* Instructions to follow: Across all the records, filter for lines with the word "boxes" and copy them.

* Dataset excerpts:
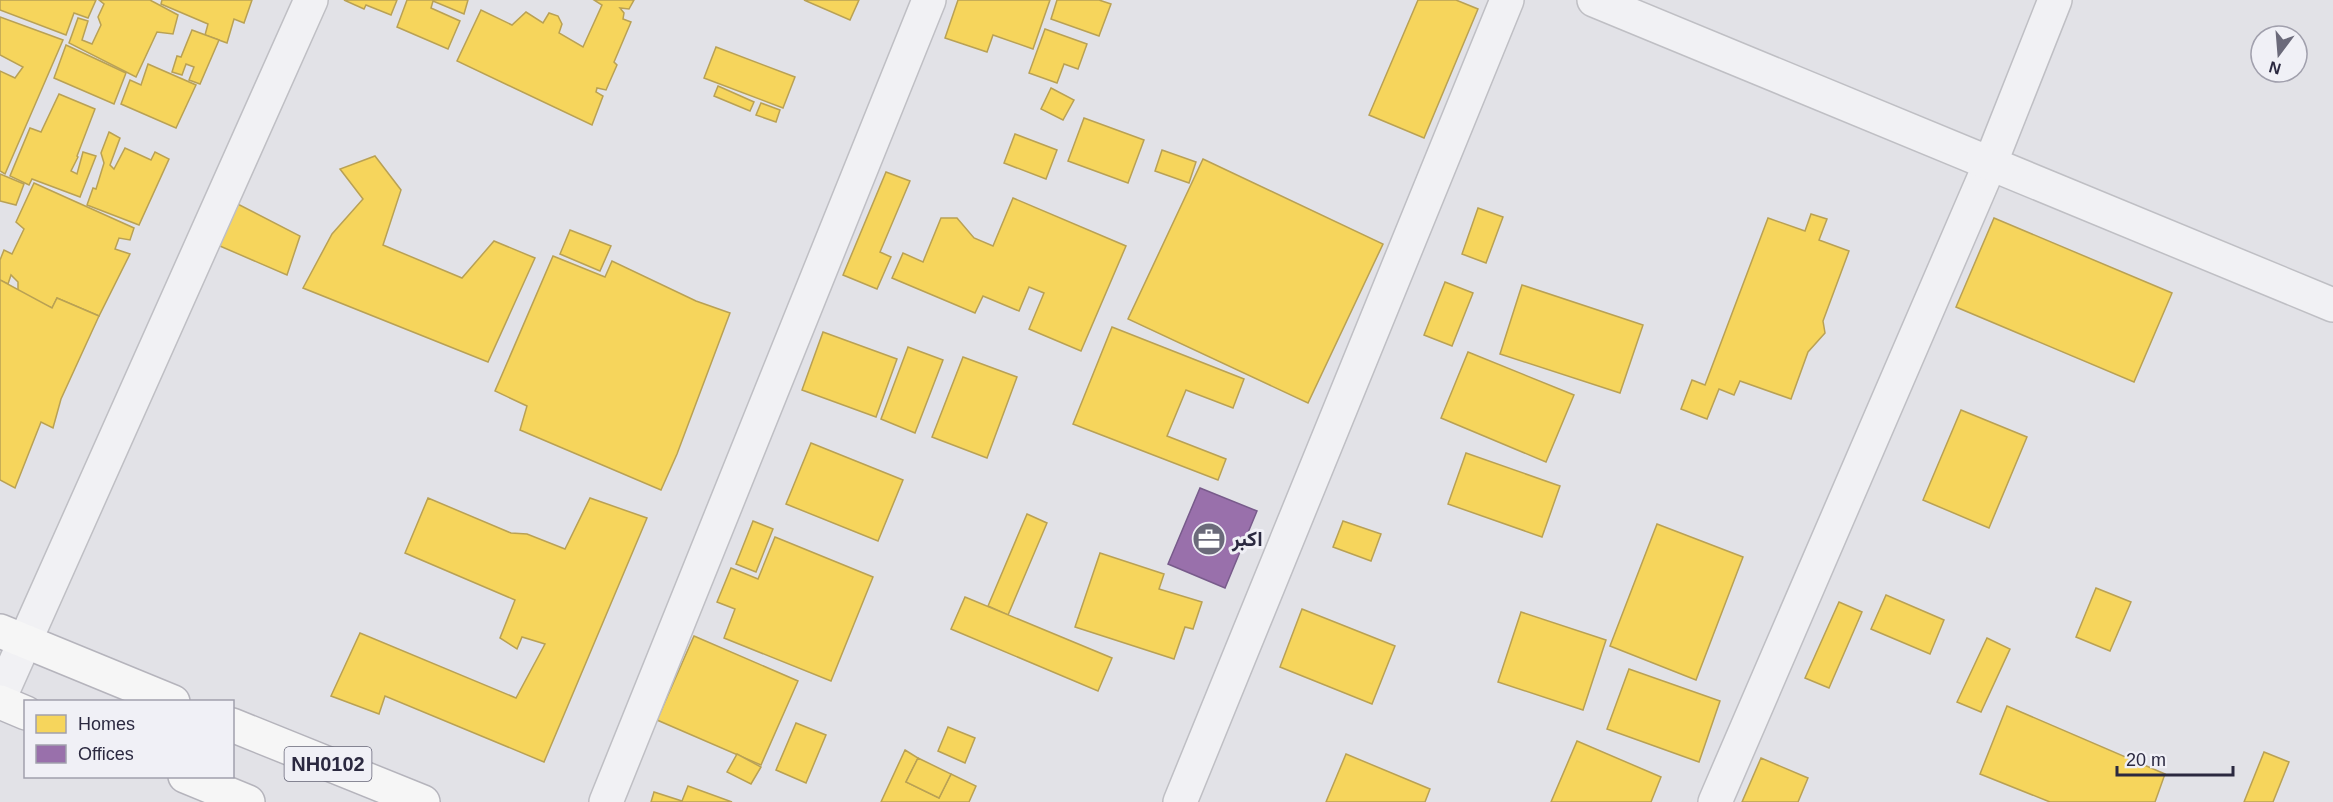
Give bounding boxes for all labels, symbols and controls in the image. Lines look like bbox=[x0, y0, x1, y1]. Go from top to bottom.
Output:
north arrow bbox=[2249, 24, 2309, 84]
text: N bbox=[2267, 58, 2283, 78]
office icon: اکبر bbox=[1191, 521, 1227, 557]
place label: اکبر bbox=[1231, 527, 1263, 552]
legend bbox=[24, 700, 234, 778]
text: Homes bbox=[78, 714, 135, 734]
scale bar bbox=[2117, 739, 2232, 777]
text: Offices bbox=[78, 744, 134, 764]
road number: NH0102 bbox=[284, 747, 372, 781]
text: 20 m bbox=[2126, 750, 2166, 770]

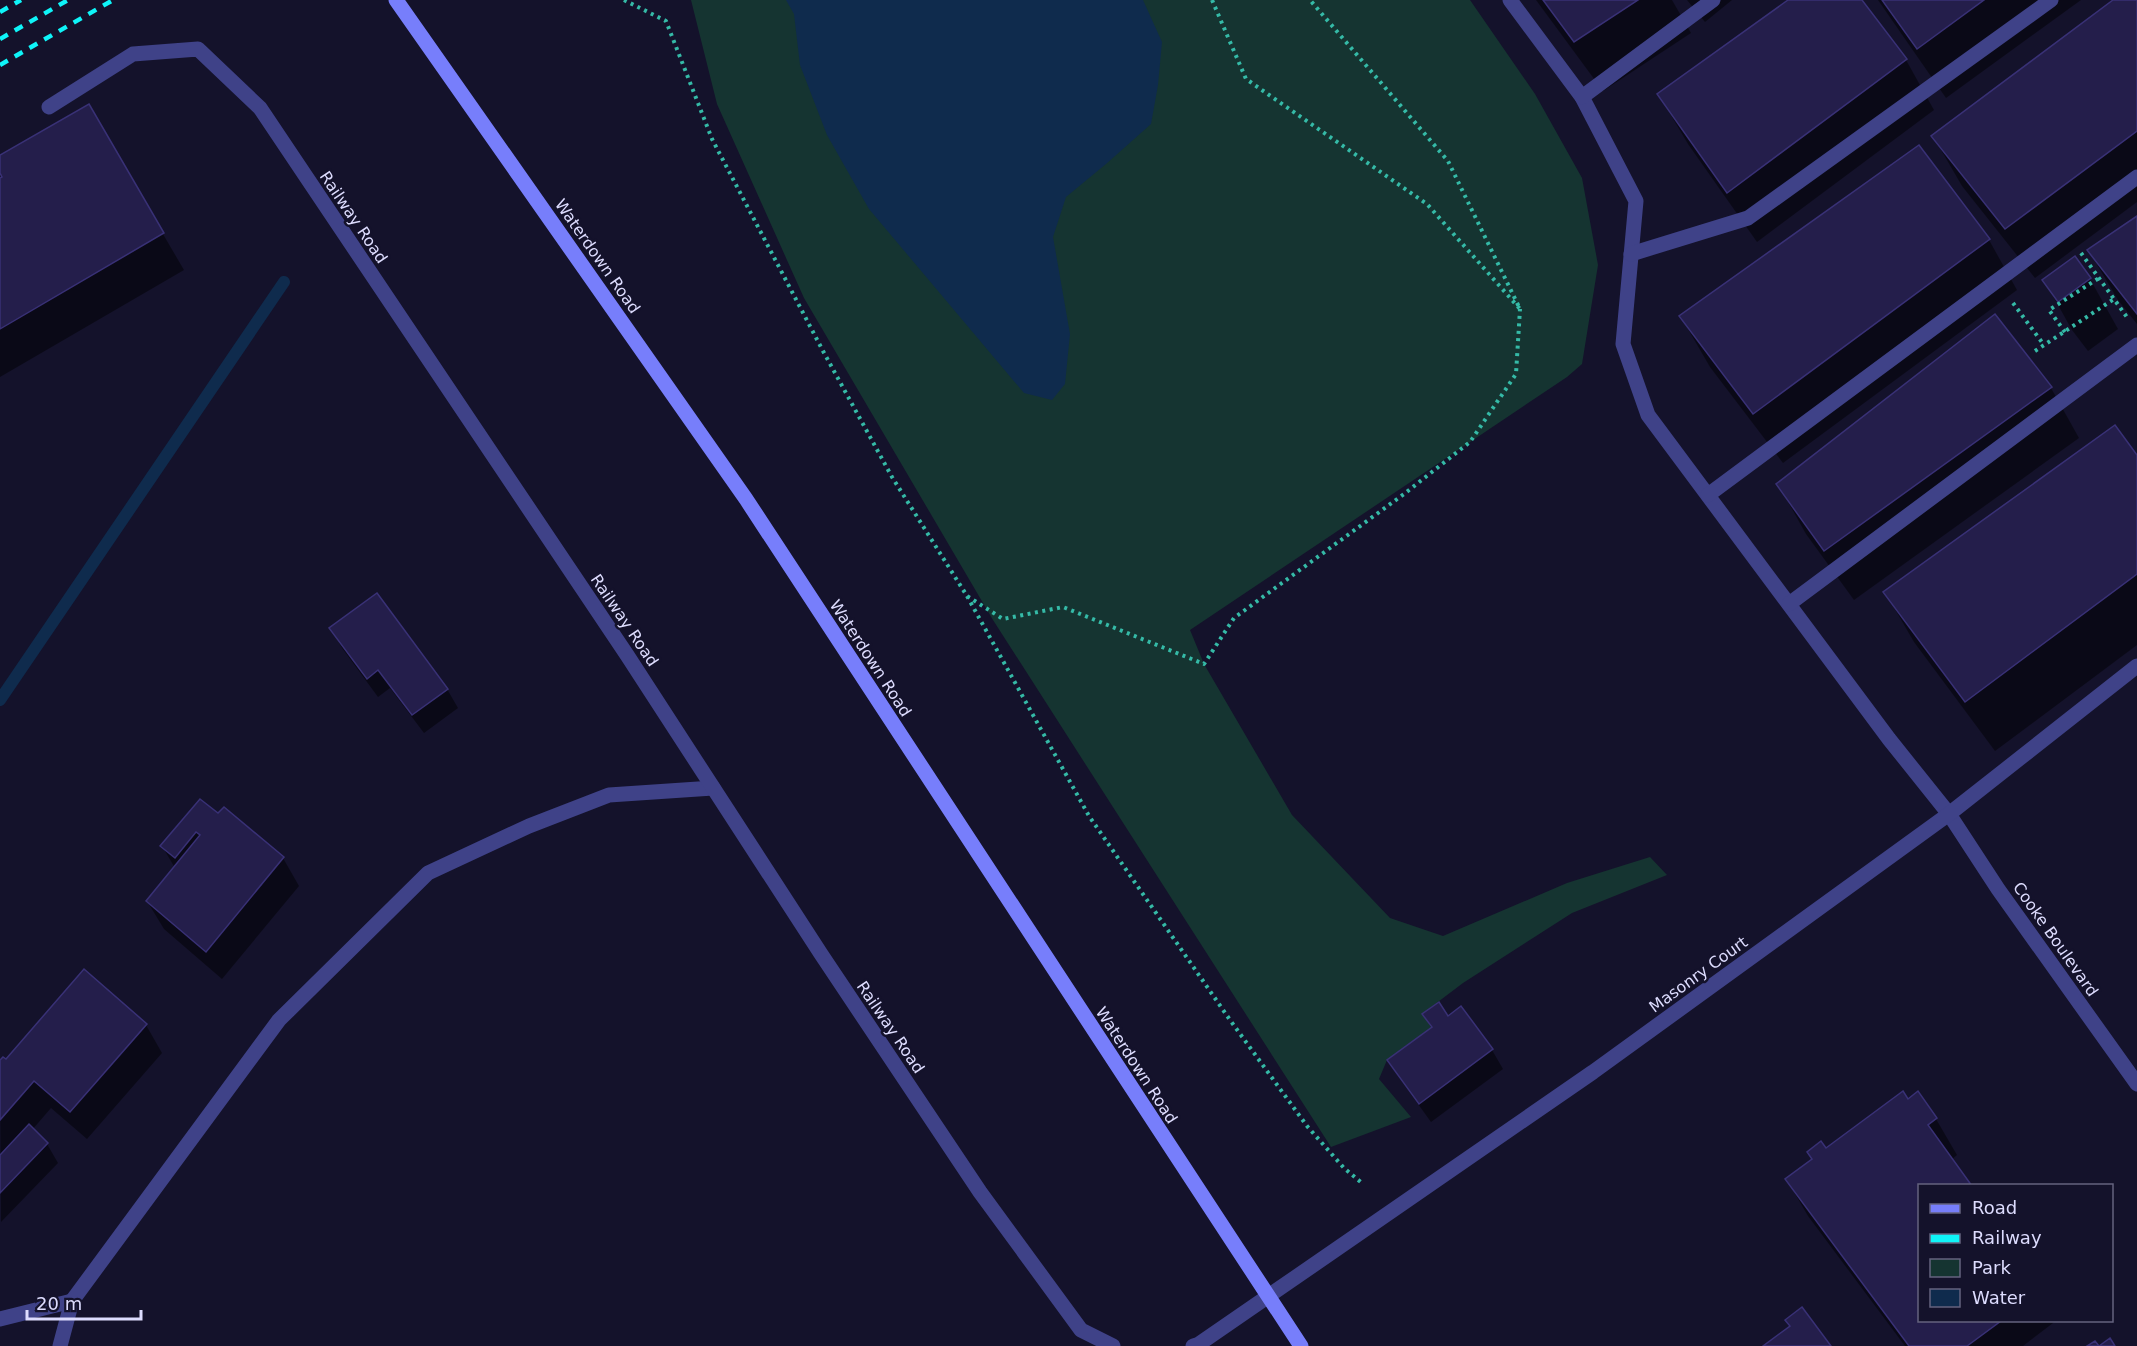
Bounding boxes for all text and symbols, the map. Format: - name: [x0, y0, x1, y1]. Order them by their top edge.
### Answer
- street label: Railway Road: [316, 168, 391, 267]
- street label: Waterdown Road: [551, 195, 644, 317]
- street label: Railway Road: [587, 571, 662, 670]
- street label: Waterdown Road: [826, 596, 915, 720]
- street label: Cooke Boulevard: [2009, 878, 2102, 1000]
- street label: Masonry Court: [1645, 932, 1751, 1016]
- street label: Railway Road: [853, 978, 928, 1077]
- street label: Waterdown Road: [1092, 1003, 1181, 1127]
- legend: [1918, 1184, 2113, 1322]
- text: Road: [1972, 1197, 2017, 1218]
- text: Railway: [1972, 1227, 2042, 1248]
- text: Park: [1972, 1257, 2011, 1278]
- scale bar: [27, 1283, 141, 1321]
- text: Water: [1972, 1287, 2026, 1308]
- text: 20 m: [36, 1293, 82, 1314]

* Result of the task:
Give bounding boxes for all labels, symbols and controls in the image. Lines look like bbox=[x0, y0, x1, y1]. Go from top to bottom.
Bounding boxes for all text and symbols, the map. Format: - name: [x0, y0, x1, y1]. Order them by their top edge.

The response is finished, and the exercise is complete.